Alyn Smith MEP has condemned the UK Government for failing to negotiate a greater share for Scotland of the Rural Development budget for 2014-2020.
This follows the release of figures from the European Commission (which have yet to be formally approved by the European Parliament) showing the proposed breakdown of the €84.723 billion 7 year Rural Development budget among 28 Member States, which leaves the UK with €350m for 2014, falling to €306m by 2020.
While all Member States face cuts due to the tighter budgetary circumstances of a Europe dealing with austerity, some had hoped that Scotland’s position as the region with the lowest rural development spend would change, but the figures suggest that the UK as a whole will still do badly out of rural development funding.

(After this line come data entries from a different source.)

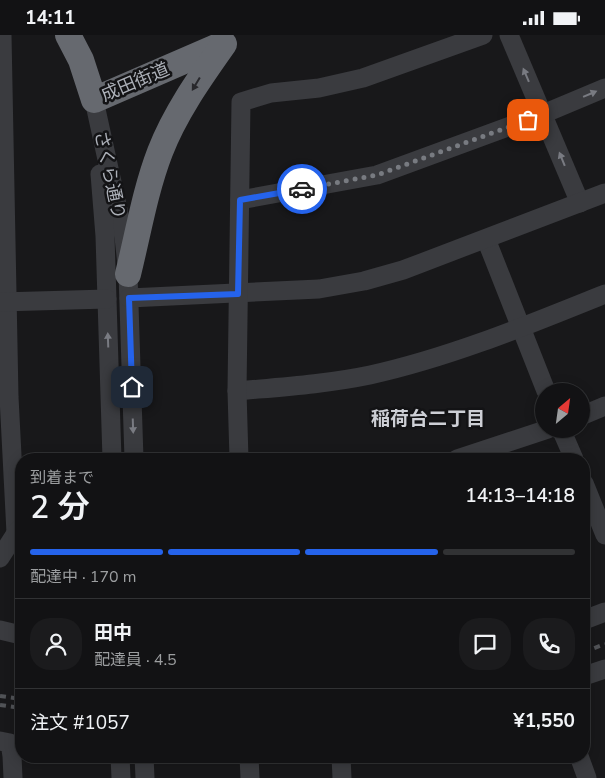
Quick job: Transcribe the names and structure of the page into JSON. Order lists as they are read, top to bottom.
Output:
{
  "streets": {
    "highway": ["成田街道"],
    "street": ["さくら通り"]
  },
  "crossings": [
    ["成田街道", "さくら通り"]
  ],
  "districts": ["稲荷台二丁目"],
  "north": "top right",
  "page": {
    "status": "14:11",
    "heading": ["2 分", "到着まで", "14:13–14:18"],
    "panel": [
      "田中",
      "配達員 · 4.5",
      "注文 #1057",
      "¥1,550"
    ],
    "bar": "配達中 · 170 m"
  }
}
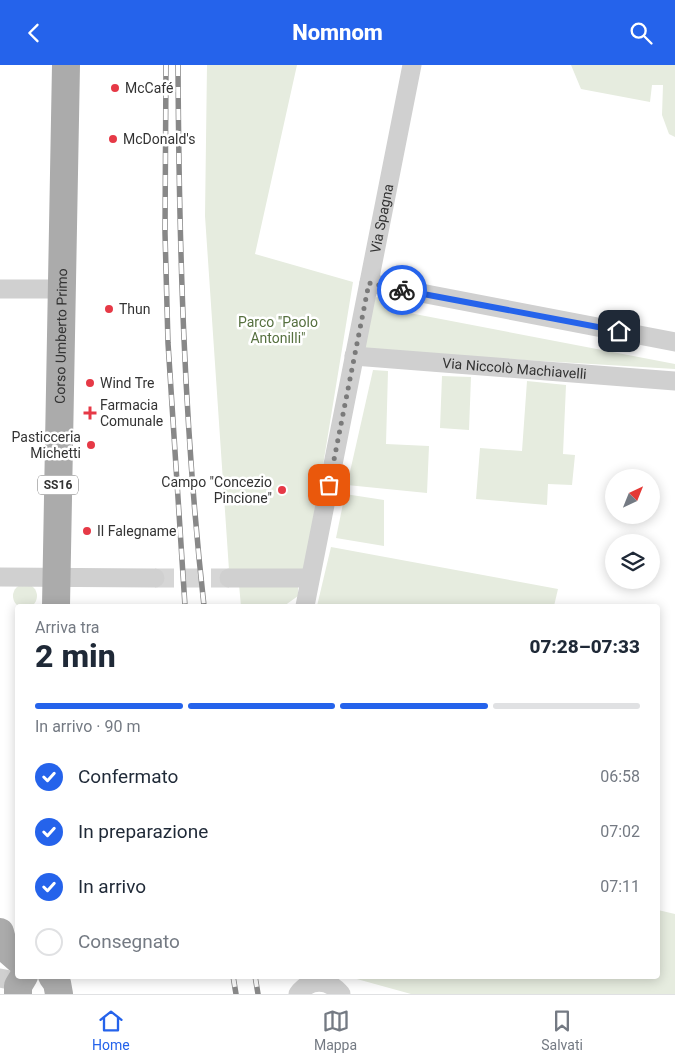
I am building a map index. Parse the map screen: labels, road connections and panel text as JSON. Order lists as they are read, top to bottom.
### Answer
{
  "streets": {
    "main road": ["Corso Umberto Primo", "SS16"],
    "street": ["Via Spagna", "Via Niccolò Machiavelli"]
  },
  "crossings": [
    ["Via Spagna", "Via Niccolò Machiavelli"]
  ],
  "parks": ["Parco \"Paolo Antonilli\""],
  "places": {
    "other": [
      "McCafé",
      "McDonald's",
      "Thun",
      "Wind Tre",
      "Pasticceria Michetti",
      "Campo \"Concezio Pincione\"",
      "Il Falegname"
    ],
    "health": ["Farmacia Comunale"]
  },
  "north": "top right",
  "page": {
    "header": "Nomnom",
    "heading": ["2 min", "Arriva tra", "07:28–07:33"],
    "bar": "In arrivo · 90 m",
    "list": [
      ["Confermato", "06:58"],
      ["In preparazione", "07:02"],
      ["In arrivo", "07:11"],
      "Consegnato"
    ],
    "tabs": ["Home", "Mappa", "Salvati"]
  }
}
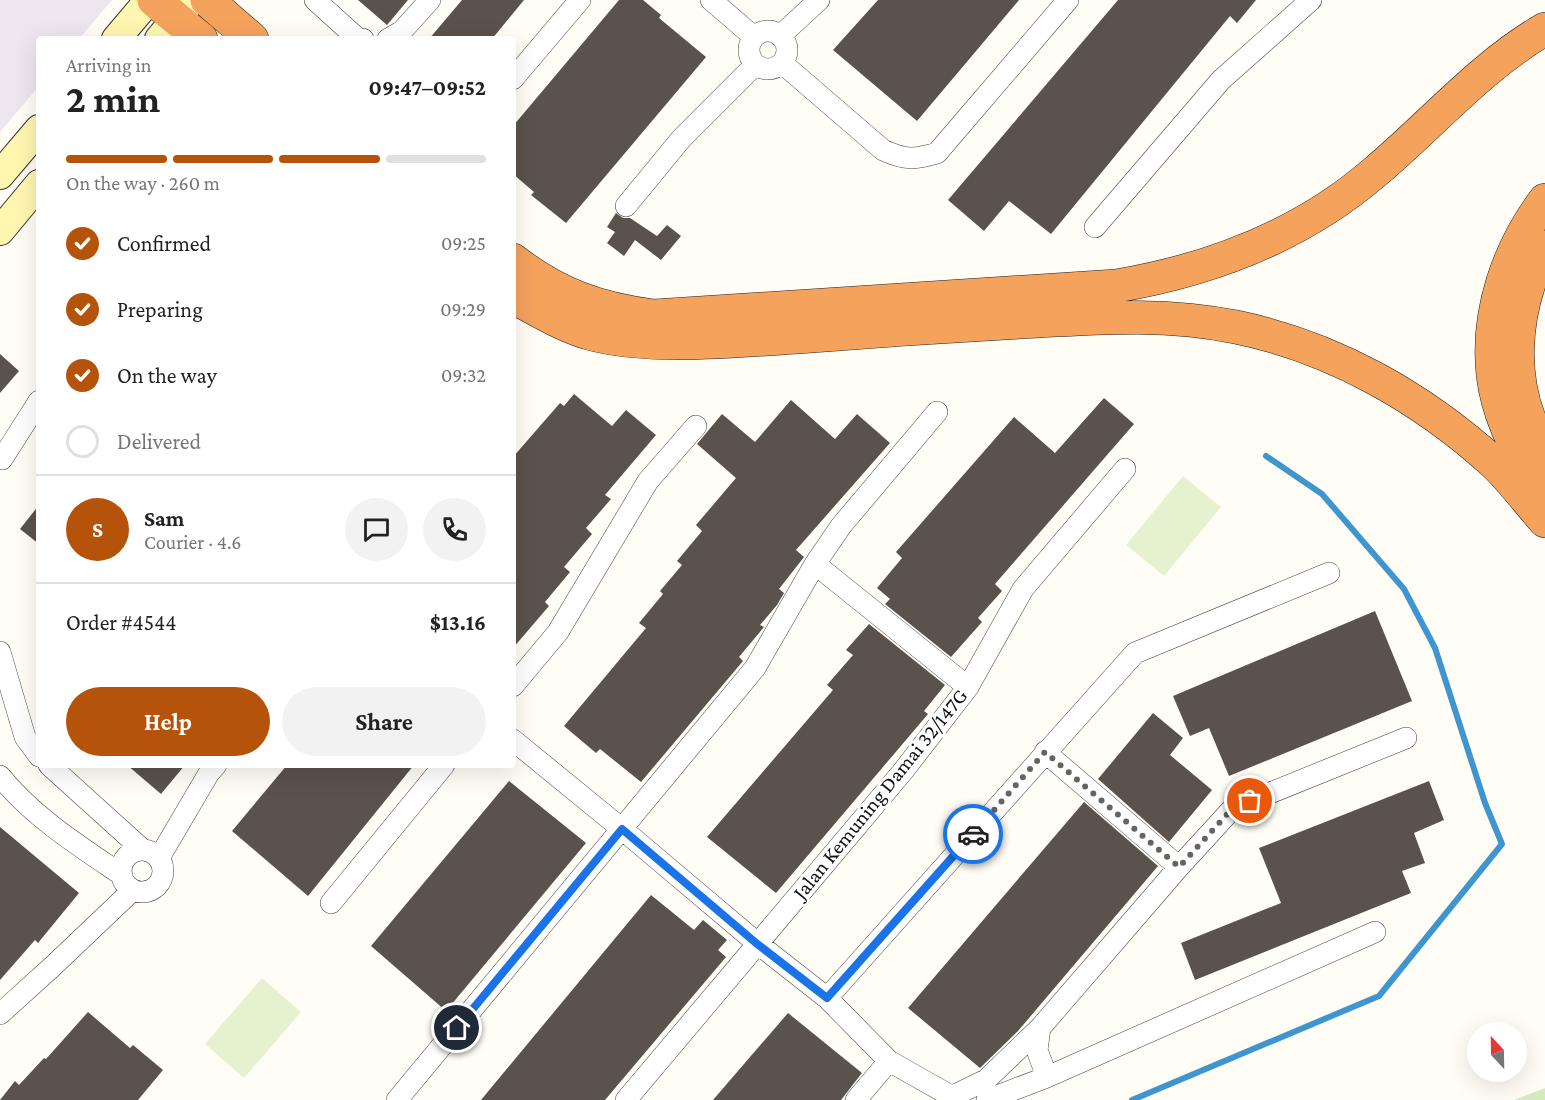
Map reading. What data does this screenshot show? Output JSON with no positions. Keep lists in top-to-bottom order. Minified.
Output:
{"streets":{"street":["Jalan Kemuning Damai 32/147G"]},"north":"top","page":{"heading":["2 min","Arriving in","09:47–09:52"],"panel":["Sam","Courier · 4.6","Order #4544","$13.16"],"bar":"On the way · 260 m","list":[["Confirmed","09:25"],["Preparing","09:29"],["On the way","09:32"],"Delivered"],"round":"S","buttons":["Help","Share"]}}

The negotiation between the UK government and the Scottish government about Scotland’s allocation has yet to take place.
Alyn calculates that the UK stands dead last among EU countries at €20 per hectare in 2014, based on constant 2011 prices and 2011 agricultural area (the last data available), and which compares to an EU average of €72 per hectare, with countries of a similar population and agricultural area to Scotland enjoying a far greater share. Ireland receives €70 per hectare, Finland €138 per hectare, and the Czech Republic €83 per hectare.

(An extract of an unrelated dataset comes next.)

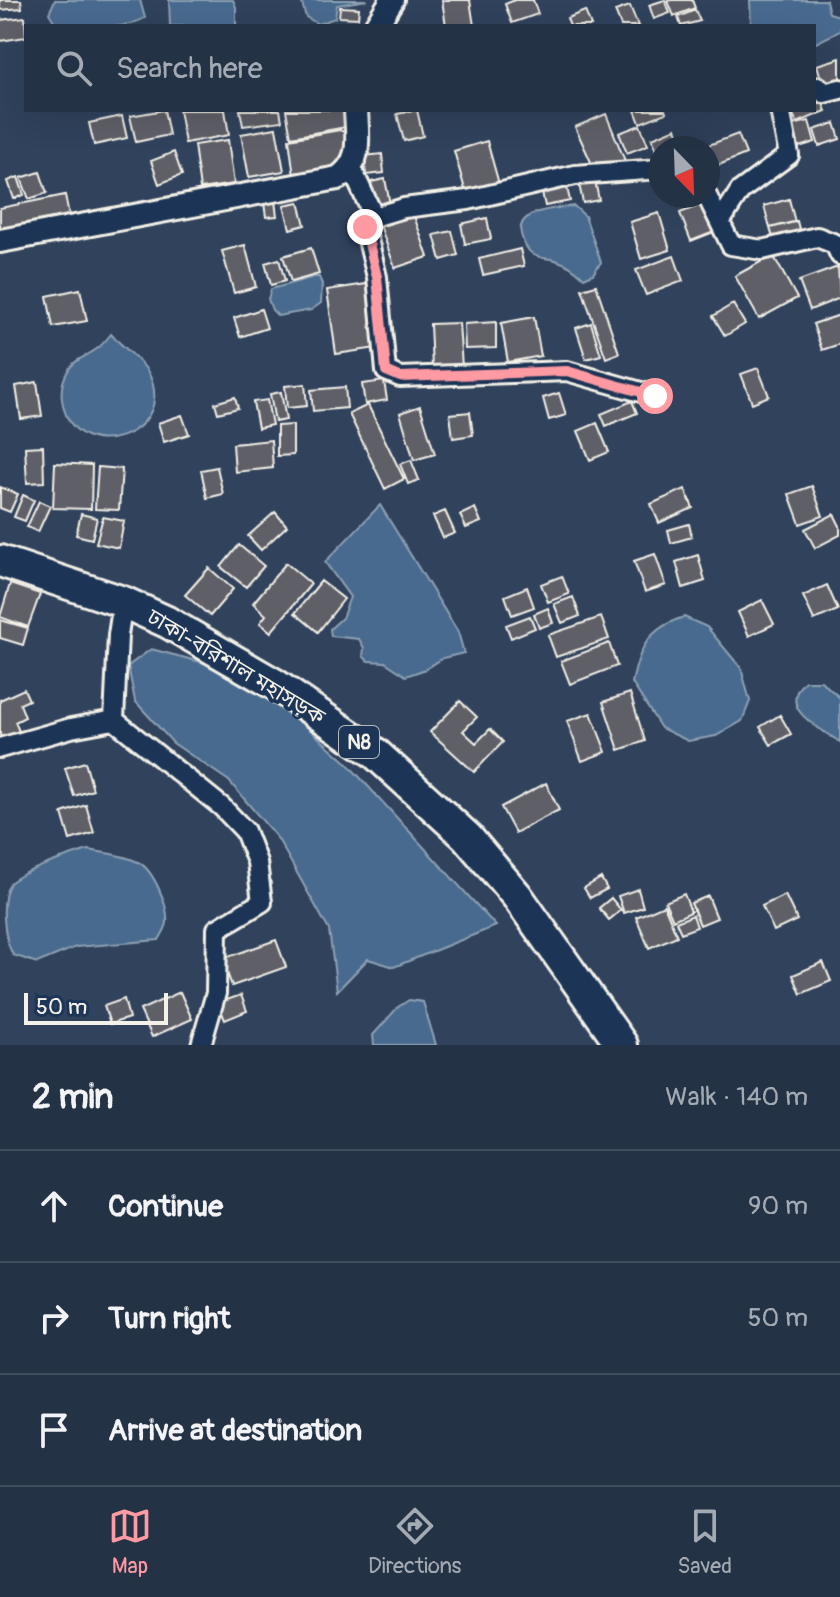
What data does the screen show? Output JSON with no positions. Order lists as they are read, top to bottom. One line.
{"streets":{"highway":["ঢাকা-বরিশাল মহাসড়ক","N8"]},"scale_bar":"50 m","north":"bottom right","page":{"search":"Search here","scale":"50 m","heading":["2 min","Walk · 140 m"],"list":[["Continue","90 m"],["Turn right","50 m"],"Arrive at destination"],"nav":["Map","Directions","Saved"]}}
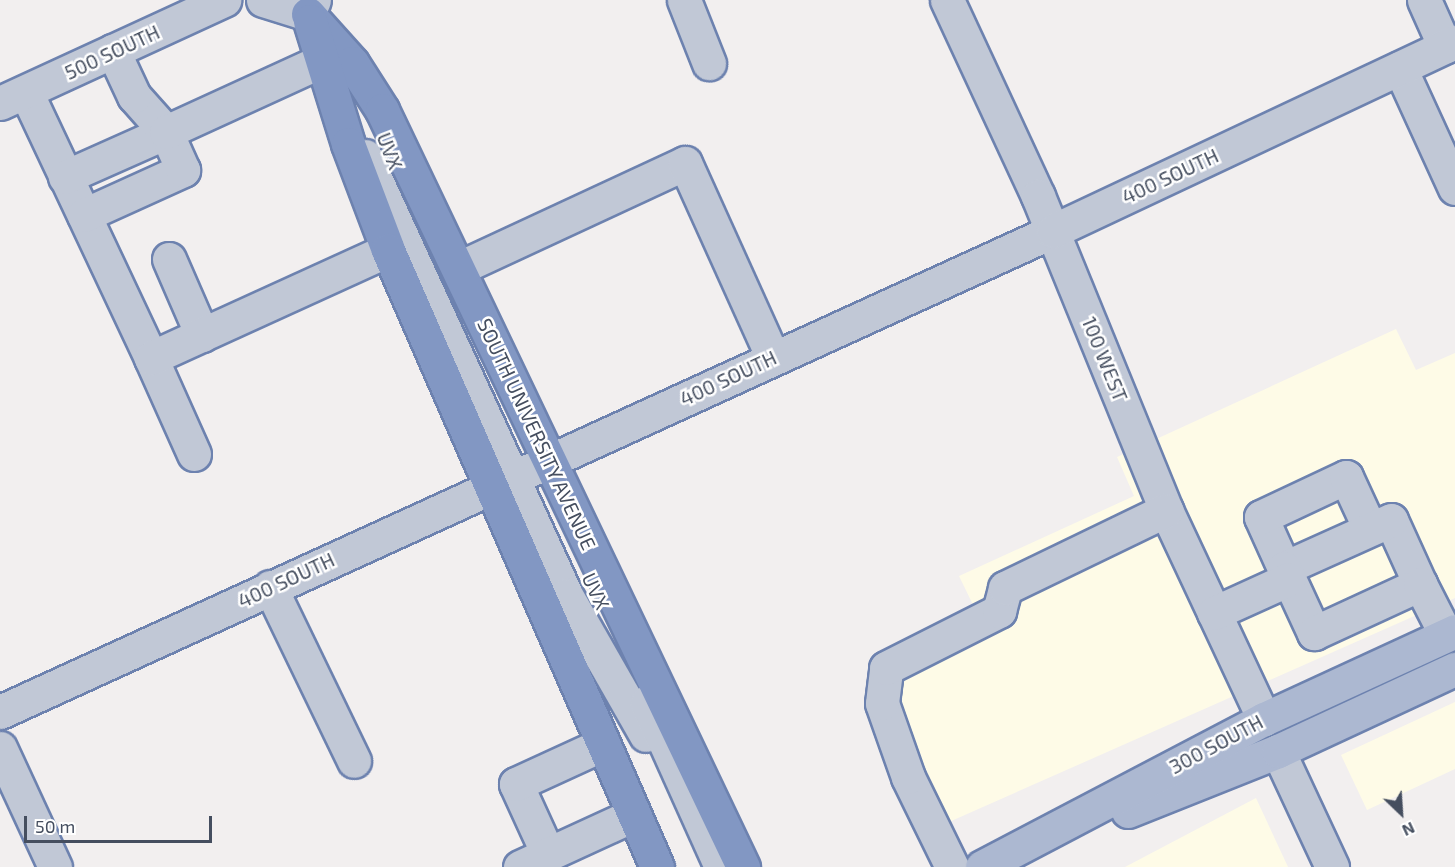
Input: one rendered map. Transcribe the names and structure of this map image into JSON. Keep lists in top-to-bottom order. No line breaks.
{"streets":{"highway":["SOUTH UNIVERSITY AVENUE"],"main road":["300 SOUTH"],"street":["500 SOUTH","UVX","400 SOUTH","100 WEST"]},"crossings":[["UVX","400 SOUTH"],["UVX","SOUTH UNIVERSITY AVENUE"],["400 SOUTH","100 WEST"],["400 SOUTH","SOUTH UNIVERSITY AVENUE"],["100 WEST","300 SOUTH"]],"scale_bar":"50 m","north":"bottom right"}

Alyn also highlights that during the budgetary negotiations at the European Council summit in February, the UK missed the chance to negotiate itself a top-up of Rural Development funds: unlike France, who received €1 billion extra, Portugal at €500m and Ireland at €100m for the 7 years. In total, 11 Member States received sweetheart deals in the MFF - but not the UK, despite it receiving the lowest share of subsidy per hectare throughout the EU.